5Q: Daniel Denvir | Co-chair, Reclaim RI
1. Why is tenant organizing a good strategy? Today, landlords, real estate firms and financial institutions hold the vast majority of power. For these actors, homes are primarily sources of profit. For tenants, homes are places to live. As individuals, tenants have very little power. But if tenants are collectively organized in unions, they can wield immense power and win safe, dignified and affordable housing.
2. What are your thoughts on tax incentives to spur housing development Governments provide tax breaks to spur development because otherwise the private sector will fail to do so. I fully agree that Rhode Island must create homes and generate union construction jobs. But direct public development of housing is a better approach than tax breaks. If we are spending public money either way, those monies should be invested in a publicly owned asset that delivers returns to the people of Rhode Island.
3. Are enforcement agencies doing enough to combat law-breaking landlords? The system to enforce housing standards is broken. Tenants have constant problems with damaged windows, insufficient heat and buildingwide infestations. All are code violations, and yet slumlords often preside over such conditions with impunity. We need the state to overhaul and fully fund the code enforcement system. Code enforcement agencies are understaffed, and many repeat offender landlords don’t show up to court. Landlord retaliation in the form of rent increases or refusals to renew a lease is also rampant.
4. Are investments in housing beneficial to the economy? The public development model generates more production on top of conventional affordable housing developments at a time when new construction is depressed.

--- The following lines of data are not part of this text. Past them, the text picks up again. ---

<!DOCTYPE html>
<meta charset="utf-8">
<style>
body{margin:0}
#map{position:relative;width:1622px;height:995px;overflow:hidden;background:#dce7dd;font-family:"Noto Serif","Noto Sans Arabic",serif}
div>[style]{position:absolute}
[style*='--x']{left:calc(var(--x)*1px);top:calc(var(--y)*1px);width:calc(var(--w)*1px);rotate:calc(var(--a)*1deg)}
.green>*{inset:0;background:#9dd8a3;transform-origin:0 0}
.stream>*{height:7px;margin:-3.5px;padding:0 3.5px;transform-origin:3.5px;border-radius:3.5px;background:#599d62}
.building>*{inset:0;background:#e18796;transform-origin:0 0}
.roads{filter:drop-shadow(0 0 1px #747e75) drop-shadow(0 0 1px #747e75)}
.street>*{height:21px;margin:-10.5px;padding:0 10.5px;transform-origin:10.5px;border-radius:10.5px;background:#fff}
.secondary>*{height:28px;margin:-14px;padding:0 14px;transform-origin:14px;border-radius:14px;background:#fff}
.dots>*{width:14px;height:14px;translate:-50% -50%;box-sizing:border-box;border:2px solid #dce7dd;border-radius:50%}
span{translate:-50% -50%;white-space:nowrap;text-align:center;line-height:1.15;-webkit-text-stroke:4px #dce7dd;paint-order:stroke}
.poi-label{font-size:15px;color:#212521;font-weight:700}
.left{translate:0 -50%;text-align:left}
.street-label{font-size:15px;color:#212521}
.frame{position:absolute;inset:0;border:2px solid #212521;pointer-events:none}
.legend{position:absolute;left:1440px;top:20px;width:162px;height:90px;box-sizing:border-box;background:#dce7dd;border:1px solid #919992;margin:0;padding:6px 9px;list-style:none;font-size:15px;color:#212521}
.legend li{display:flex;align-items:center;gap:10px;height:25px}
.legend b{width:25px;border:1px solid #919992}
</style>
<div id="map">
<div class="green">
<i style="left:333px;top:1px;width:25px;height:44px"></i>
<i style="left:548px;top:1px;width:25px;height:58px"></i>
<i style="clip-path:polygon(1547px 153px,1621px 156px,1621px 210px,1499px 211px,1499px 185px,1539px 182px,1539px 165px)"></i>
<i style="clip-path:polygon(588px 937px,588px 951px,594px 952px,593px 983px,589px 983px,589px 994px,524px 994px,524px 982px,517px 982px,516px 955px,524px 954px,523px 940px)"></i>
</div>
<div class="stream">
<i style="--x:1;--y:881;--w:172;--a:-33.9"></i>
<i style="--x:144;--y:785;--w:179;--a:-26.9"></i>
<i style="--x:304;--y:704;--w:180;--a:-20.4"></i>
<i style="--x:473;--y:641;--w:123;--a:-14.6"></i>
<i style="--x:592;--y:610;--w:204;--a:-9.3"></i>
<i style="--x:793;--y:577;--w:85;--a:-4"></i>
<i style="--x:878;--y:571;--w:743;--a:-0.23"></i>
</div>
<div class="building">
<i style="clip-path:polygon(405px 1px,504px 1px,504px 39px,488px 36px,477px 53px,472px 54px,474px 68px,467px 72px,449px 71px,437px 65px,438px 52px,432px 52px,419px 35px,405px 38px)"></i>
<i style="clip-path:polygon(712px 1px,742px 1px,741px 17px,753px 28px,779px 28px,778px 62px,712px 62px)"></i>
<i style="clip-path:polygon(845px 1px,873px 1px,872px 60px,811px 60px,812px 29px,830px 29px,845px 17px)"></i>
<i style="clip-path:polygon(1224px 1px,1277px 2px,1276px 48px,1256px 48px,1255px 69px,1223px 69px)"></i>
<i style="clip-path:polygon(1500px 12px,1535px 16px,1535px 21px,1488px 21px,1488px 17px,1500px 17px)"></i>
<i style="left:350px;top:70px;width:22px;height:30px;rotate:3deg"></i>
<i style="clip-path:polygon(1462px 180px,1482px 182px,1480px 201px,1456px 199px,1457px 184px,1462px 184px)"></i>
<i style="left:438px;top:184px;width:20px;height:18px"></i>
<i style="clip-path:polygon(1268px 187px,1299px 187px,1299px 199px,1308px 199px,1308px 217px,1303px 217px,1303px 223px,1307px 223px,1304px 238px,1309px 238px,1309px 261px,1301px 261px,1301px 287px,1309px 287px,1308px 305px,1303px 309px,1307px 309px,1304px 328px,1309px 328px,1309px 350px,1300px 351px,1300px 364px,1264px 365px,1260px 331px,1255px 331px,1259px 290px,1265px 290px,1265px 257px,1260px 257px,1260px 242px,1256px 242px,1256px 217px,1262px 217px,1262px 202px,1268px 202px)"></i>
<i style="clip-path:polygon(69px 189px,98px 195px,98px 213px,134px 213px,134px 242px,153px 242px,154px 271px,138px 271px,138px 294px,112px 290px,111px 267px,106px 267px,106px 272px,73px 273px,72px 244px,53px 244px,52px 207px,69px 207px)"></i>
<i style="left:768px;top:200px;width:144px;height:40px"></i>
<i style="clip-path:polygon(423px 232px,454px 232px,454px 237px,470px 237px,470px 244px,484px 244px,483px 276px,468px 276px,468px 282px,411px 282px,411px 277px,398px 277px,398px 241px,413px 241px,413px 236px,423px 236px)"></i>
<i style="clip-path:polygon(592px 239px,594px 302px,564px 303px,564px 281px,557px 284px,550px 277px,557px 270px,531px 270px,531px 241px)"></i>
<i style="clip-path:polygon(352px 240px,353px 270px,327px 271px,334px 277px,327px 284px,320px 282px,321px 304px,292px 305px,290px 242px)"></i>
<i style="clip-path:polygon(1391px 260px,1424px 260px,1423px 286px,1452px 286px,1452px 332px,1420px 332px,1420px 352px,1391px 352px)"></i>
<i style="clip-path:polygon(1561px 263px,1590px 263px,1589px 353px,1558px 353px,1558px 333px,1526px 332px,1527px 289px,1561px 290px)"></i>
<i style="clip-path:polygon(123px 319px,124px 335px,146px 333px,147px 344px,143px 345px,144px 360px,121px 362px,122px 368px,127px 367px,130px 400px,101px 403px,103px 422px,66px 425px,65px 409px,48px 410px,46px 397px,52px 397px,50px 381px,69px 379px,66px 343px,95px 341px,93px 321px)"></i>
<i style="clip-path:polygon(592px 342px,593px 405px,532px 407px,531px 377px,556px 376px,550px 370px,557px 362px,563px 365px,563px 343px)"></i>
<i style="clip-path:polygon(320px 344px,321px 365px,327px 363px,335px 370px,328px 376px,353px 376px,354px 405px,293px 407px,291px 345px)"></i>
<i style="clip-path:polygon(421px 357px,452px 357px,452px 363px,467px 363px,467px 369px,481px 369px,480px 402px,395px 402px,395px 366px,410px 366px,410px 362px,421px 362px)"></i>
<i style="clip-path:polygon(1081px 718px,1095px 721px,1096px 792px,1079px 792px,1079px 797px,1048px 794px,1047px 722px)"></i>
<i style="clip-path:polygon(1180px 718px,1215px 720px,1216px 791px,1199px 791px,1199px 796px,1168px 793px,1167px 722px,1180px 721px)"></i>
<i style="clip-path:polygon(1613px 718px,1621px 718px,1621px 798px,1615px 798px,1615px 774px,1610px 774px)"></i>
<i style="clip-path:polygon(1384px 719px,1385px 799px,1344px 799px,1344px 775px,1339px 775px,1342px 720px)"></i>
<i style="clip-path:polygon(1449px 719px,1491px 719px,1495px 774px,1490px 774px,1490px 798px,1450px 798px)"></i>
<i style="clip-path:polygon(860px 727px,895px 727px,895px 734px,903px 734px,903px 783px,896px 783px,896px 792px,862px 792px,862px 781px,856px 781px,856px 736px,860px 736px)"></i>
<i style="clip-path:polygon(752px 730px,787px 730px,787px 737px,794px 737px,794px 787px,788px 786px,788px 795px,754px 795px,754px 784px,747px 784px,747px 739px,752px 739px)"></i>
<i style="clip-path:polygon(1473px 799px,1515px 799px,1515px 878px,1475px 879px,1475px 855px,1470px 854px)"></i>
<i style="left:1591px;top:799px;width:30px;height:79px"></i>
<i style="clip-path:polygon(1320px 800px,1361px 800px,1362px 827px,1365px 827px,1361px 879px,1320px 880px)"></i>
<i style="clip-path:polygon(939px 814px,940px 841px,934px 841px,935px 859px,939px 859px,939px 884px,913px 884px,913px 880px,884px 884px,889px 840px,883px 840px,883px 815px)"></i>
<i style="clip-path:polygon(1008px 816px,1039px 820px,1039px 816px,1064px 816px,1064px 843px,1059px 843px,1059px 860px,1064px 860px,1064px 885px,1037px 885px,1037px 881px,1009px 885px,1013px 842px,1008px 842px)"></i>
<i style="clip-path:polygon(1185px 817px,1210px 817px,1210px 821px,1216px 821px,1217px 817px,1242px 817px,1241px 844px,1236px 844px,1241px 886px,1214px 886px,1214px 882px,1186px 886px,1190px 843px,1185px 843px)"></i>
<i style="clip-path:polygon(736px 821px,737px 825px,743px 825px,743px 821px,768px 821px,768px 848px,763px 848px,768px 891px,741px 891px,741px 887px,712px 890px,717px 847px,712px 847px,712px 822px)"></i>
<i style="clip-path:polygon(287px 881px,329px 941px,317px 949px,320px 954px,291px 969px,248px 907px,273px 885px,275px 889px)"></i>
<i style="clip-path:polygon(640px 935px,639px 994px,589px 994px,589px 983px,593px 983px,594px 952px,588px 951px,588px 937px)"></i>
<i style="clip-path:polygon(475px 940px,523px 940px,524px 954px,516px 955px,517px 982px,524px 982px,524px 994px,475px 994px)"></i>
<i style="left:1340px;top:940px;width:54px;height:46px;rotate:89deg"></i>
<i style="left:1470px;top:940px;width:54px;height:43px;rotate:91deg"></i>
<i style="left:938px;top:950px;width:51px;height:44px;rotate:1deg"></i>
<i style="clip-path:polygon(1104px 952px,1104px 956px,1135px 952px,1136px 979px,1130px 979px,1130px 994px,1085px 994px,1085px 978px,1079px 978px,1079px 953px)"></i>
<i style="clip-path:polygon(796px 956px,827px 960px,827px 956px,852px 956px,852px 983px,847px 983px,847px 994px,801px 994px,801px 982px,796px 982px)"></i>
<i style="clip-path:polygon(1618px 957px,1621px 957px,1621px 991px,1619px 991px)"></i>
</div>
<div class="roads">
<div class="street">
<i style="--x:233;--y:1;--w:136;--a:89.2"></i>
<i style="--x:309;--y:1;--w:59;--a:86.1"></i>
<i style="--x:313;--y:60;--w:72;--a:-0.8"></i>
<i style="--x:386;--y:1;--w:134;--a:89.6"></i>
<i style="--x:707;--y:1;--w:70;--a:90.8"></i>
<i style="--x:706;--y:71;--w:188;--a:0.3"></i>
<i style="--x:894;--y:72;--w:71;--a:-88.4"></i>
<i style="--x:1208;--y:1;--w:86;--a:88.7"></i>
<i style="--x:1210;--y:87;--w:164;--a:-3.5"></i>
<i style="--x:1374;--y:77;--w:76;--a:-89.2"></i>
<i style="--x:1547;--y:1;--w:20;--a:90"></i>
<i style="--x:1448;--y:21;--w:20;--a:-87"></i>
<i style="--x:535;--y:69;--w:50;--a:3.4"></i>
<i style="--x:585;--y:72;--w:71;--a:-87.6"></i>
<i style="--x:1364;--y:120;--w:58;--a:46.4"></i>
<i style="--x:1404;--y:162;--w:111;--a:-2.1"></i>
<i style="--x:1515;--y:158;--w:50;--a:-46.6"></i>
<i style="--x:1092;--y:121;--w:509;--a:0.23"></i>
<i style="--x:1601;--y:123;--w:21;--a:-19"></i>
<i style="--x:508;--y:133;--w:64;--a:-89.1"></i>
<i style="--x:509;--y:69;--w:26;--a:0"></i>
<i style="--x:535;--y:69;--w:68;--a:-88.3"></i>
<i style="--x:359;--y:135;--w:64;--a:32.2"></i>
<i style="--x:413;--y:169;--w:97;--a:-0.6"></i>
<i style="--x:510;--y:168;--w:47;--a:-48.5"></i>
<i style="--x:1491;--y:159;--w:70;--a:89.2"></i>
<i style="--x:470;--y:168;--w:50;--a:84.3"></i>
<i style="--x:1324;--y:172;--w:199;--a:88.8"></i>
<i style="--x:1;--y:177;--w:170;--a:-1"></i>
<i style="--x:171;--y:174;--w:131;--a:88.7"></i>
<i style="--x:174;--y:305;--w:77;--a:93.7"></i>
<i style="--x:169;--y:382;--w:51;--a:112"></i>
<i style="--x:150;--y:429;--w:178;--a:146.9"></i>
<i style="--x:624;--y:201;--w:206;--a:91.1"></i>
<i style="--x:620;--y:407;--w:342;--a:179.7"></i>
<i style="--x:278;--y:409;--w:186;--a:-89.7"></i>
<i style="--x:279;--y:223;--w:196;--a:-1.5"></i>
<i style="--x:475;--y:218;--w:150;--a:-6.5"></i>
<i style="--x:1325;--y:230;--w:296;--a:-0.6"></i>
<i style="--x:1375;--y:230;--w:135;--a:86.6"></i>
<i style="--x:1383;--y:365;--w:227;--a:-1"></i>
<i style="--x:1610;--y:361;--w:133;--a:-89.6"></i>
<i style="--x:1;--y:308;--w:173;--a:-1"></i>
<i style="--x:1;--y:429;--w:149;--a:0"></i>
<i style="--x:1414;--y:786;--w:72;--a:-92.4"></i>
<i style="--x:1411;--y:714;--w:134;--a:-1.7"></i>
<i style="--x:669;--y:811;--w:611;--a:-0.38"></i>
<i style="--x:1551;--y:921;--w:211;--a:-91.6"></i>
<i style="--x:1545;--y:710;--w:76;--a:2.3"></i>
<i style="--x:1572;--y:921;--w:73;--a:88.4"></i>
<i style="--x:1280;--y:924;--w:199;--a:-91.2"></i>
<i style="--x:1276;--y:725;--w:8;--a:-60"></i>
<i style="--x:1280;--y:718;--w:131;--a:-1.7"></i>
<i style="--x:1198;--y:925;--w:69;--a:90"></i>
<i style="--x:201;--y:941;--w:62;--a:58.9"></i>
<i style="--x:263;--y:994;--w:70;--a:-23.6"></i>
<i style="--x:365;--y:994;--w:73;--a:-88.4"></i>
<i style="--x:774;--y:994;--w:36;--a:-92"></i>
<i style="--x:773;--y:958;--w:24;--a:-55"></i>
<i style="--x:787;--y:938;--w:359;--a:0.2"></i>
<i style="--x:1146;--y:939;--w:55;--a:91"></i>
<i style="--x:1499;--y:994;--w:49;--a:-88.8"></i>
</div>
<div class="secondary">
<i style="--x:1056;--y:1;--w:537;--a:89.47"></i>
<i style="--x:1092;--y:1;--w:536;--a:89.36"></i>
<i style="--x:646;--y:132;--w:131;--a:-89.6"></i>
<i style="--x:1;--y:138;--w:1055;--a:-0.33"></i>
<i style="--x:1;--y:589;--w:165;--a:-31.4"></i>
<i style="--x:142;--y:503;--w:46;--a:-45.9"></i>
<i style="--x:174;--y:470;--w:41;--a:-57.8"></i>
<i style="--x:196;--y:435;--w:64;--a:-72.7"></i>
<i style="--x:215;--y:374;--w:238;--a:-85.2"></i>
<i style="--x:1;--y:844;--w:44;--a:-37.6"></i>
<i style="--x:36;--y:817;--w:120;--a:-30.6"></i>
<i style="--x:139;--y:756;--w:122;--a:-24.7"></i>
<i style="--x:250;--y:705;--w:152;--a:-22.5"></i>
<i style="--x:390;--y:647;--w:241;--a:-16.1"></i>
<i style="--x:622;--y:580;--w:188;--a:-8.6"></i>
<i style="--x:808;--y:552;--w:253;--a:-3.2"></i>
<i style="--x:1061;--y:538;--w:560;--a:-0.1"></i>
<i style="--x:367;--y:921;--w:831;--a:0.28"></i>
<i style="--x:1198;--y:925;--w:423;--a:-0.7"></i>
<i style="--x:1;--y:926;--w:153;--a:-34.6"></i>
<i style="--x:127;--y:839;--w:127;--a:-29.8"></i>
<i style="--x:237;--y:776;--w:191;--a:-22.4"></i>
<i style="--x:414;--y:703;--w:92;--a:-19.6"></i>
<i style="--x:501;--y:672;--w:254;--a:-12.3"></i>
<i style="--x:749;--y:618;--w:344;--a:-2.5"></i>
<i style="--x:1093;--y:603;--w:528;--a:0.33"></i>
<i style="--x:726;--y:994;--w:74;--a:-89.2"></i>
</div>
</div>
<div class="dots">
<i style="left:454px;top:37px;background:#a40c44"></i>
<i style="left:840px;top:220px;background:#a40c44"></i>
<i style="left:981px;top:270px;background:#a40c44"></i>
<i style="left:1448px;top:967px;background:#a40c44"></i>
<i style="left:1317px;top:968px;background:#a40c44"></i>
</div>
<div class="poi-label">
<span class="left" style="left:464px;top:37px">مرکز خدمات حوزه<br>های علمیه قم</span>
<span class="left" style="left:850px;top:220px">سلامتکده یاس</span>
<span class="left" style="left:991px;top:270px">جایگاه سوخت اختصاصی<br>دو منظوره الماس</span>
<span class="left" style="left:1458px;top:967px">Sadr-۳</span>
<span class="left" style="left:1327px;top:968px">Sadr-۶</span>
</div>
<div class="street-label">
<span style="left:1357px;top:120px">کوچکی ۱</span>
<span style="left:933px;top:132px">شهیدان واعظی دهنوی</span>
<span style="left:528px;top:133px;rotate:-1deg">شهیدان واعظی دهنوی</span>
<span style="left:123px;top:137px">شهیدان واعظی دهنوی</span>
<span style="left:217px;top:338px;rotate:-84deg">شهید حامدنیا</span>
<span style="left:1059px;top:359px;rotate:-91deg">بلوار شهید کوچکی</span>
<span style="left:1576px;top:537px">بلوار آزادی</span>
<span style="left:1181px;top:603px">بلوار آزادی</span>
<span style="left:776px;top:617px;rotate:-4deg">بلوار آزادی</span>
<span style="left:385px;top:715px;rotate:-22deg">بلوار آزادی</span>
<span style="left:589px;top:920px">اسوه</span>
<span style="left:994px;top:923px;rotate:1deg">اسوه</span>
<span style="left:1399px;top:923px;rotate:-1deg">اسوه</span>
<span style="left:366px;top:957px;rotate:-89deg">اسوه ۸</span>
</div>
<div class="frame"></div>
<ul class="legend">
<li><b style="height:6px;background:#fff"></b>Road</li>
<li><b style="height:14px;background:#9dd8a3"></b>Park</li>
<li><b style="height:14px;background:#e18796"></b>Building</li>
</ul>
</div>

One innovation in this model is that these projects generate subsidies on their own due to market-rate units “cross-subsidizing” affordable units in the same building. Public housing has substantial multiplier effects, particularly if built by high-wage union labor. These investments can be useful during a recession by operating as countercyclical stimulus.
5. What are the biggest challenges to organizing? Until we have powerful tenant unions, landlords hold too much power. We need local laws to impose rent control. At the state level, we need to pass the Tenant Bill of Rights, a suite of legislation that protects fundamental rights to safe, dignified and affordable housing. We also need “just cause” eviction protections to end arbitrary, discriminatory and retaliatory evictions.